## About this exercise:
Search each line of the data for the word "inline"; copy every line where it is found.

(Stored data)
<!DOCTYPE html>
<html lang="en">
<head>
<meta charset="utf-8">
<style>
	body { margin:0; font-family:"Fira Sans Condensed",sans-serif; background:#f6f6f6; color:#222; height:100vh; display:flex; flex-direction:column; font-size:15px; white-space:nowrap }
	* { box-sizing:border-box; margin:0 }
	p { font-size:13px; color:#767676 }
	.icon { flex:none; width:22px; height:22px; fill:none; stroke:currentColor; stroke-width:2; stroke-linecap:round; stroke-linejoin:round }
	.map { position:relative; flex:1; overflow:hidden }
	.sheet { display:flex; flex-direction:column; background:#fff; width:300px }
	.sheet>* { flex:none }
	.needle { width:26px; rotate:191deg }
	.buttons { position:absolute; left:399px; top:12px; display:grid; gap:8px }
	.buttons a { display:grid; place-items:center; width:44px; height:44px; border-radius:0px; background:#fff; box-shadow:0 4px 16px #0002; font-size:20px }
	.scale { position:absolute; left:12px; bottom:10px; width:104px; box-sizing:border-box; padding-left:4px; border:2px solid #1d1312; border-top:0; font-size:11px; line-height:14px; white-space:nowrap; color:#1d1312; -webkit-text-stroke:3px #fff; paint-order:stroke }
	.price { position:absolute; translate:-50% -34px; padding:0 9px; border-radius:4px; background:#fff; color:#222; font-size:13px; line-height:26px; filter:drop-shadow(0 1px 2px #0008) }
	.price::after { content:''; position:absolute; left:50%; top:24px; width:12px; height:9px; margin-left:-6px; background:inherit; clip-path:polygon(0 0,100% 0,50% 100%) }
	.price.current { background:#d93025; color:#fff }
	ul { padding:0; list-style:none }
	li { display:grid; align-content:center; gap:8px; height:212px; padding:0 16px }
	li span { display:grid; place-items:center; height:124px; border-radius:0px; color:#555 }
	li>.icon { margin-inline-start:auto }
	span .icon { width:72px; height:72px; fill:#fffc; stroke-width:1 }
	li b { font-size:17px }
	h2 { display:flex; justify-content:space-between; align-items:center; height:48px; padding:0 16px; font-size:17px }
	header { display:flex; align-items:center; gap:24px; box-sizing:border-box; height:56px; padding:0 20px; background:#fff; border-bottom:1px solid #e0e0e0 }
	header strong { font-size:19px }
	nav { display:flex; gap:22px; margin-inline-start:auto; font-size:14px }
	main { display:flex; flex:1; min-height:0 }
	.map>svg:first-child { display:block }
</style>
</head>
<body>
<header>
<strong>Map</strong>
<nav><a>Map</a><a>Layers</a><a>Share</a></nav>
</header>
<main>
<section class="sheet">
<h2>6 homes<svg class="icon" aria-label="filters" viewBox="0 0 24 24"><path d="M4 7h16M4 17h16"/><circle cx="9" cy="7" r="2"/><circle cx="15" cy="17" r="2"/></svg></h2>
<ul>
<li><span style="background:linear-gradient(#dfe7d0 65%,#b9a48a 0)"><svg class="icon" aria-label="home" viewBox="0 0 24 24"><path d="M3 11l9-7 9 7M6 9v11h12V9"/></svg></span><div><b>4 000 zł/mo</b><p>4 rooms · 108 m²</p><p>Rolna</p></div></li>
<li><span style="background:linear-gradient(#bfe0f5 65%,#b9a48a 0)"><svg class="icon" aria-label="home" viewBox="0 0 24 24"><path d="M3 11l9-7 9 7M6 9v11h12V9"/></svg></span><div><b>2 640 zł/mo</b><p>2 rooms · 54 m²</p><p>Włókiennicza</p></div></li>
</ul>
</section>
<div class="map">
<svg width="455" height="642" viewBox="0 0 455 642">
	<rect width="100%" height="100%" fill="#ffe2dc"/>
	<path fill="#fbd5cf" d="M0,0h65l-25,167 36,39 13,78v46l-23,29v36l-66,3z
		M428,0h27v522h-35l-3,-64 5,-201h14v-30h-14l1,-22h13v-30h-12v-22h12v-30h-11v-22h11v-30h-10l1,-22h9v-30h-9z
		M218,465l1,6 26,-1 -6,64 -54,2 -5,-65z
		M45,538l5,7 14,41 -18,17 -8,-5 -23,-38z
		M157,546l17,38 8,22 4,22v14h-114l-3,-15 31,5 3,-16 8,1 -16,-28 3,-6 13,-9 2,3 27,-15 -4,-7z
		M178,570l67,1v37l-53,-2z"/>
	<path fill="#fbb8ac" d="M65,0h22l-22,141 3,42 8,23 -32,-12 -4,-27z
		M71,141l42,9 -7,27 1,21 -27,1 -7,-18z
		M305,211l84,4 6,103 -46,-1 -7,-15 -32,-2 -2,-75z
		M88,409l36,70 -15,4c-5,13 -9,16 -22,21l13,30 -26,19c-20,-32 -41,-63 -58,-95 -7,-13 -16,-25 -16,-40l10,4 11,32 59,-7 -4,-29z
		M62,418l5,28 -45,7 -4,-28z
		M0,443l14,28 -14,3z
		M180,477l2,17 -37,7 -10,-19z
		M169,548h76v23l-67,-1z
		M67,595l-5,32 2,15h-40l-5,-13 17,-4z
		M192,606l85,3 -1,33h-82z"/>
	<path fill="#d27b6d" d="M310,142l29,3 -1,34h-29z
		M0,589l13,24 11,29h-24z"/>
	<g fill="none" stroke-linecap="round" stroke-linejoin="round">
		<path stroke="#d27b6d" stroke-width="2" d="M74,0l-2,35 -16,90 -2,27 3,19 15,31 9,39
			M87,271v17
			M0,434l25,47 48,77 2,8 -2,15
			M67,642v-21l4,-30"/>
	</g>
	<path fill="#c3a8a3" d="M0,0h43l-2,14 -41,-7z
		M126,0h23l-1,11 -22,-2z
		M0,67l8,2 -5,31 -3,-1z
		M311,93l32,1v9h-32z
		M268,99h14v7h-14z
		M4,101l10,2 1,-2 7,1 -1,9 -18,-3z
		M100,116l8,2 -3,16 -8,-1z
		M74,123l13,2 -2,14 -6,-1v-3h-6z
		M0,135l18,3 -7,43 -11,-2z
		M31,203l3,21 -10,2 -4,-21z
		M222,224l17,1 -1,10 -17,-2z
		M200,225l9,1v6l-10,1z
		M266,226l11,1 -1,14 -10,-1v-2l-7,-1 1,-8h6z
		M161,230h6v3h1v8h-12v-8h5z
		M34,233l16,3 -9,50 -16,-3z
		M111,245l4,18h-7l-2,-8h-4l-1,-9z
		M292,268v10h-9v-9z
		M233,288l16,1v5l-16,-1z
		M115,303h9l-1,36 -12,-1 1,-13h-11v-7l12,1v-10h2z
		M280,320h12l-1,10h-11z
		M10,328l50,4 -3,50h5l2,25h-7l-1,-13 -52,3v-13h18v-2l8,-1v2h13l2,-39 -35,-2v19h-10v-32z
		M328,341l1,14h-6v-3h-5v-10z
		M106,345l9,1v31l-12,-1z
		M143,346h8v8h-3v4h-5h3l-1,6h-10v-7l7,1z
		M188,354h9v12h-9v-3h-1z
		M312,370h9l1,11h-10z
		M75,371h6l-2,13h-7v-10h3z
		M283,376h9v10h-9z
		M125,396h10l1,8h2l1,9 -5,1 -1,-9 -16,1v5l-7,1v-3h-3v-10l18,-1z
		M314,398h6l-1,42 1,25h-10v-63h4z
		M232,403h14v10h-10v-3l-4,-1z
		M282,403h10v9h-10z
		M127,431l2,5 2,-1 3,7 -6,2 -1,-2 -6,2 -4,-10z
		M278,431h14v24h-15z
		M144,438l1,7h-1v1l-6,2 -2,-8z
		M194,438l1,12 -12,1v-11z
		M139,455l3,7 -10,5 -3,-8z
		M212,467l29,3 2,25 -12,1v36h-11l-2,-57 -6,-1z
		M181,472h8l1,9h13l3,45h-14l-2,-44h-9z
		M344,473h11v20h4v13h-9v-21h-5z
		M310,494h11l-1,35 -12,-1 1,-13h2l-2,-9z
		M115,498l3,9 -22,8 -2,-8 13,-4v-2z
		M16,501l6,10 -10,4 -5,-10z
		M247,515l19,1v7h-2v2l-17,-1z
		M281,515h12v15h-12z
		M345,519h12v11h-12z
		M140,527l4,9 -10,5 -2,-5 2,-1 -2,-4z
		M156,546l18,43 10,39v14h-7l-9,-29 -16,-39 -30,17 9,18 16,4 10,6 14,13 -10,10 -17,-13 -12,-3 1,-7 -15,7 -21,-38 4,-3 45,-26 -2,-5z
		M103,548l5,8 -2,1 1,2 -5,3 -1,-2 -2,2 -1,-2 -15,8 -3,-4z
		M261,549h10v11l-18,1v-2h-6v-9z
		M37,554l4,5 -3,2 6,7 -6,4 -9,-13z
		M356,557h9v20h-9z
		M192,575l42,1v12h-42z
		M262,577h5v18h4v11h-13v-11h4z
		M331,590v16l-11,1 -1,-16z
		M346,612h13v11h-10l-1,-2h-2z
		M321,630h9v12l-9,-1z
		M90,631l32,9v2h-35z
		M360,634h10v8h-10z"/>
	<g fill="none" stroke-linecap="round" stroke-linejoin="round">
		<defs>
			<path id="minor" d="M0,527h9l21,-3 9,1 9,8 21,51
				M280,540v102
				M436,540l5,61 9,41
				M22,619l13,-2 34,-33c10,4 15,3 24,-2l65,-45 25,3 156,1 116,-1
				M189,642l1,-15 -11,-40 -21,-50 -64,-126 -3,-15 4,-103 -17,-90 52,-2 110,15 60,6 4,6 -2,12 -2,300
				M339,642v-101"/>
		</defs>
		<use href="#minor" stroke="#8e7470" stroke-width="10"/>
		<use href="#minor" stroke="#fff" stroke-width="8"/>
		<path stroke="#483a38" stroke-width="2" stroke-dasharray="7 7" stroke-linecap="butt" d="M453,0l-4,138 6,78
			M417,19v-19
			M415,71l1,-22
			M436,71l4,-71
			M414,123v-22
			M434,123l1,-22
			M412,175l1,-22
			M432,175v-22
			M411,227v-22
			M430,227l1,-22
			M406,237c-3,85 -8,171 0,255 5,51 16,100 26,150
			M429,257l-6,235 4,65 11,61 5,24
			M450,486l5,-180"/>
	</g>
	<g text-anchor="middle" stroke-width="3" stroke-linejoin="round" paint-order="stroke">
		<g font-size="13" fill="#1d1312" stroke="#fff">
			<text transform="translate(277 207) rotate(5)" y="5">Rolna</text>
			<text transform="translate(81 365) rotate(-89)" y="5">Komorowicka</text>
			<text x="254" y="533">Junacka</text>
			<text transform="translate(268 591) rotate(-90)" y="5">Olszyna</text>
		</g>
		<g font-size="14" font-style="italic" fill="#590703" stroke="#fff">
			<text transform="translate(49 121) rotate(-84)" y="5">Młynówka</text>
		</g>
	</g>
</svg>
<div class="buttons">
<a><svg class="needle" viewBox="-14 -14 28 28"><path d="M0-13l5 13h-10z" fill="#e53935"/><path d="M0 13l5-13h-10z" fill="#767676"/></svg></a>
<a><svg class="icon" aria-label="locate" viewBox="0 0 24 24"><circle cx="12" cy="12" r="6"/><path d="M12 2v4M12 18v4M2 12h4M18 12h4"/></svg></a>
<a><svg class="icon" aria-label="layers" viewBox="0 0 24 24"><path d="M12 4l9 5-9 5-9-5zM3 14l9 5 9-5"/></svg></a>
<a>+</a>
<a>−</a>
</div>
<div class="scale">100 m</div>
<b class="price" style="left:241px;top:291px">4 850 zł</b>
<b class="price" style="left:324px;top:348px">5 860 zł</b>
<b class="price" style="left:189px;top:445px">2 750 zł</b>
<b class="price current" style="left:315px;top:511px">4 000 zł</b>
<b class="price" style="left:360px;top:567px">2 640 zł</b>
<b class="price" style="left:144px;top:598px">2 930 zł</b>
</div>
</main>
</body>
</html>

## The answer:
	li>.icon { margin-inline-start:auto }
	nav { display:flex; gap:22px; margin-inline-start:auto; font-size:14px }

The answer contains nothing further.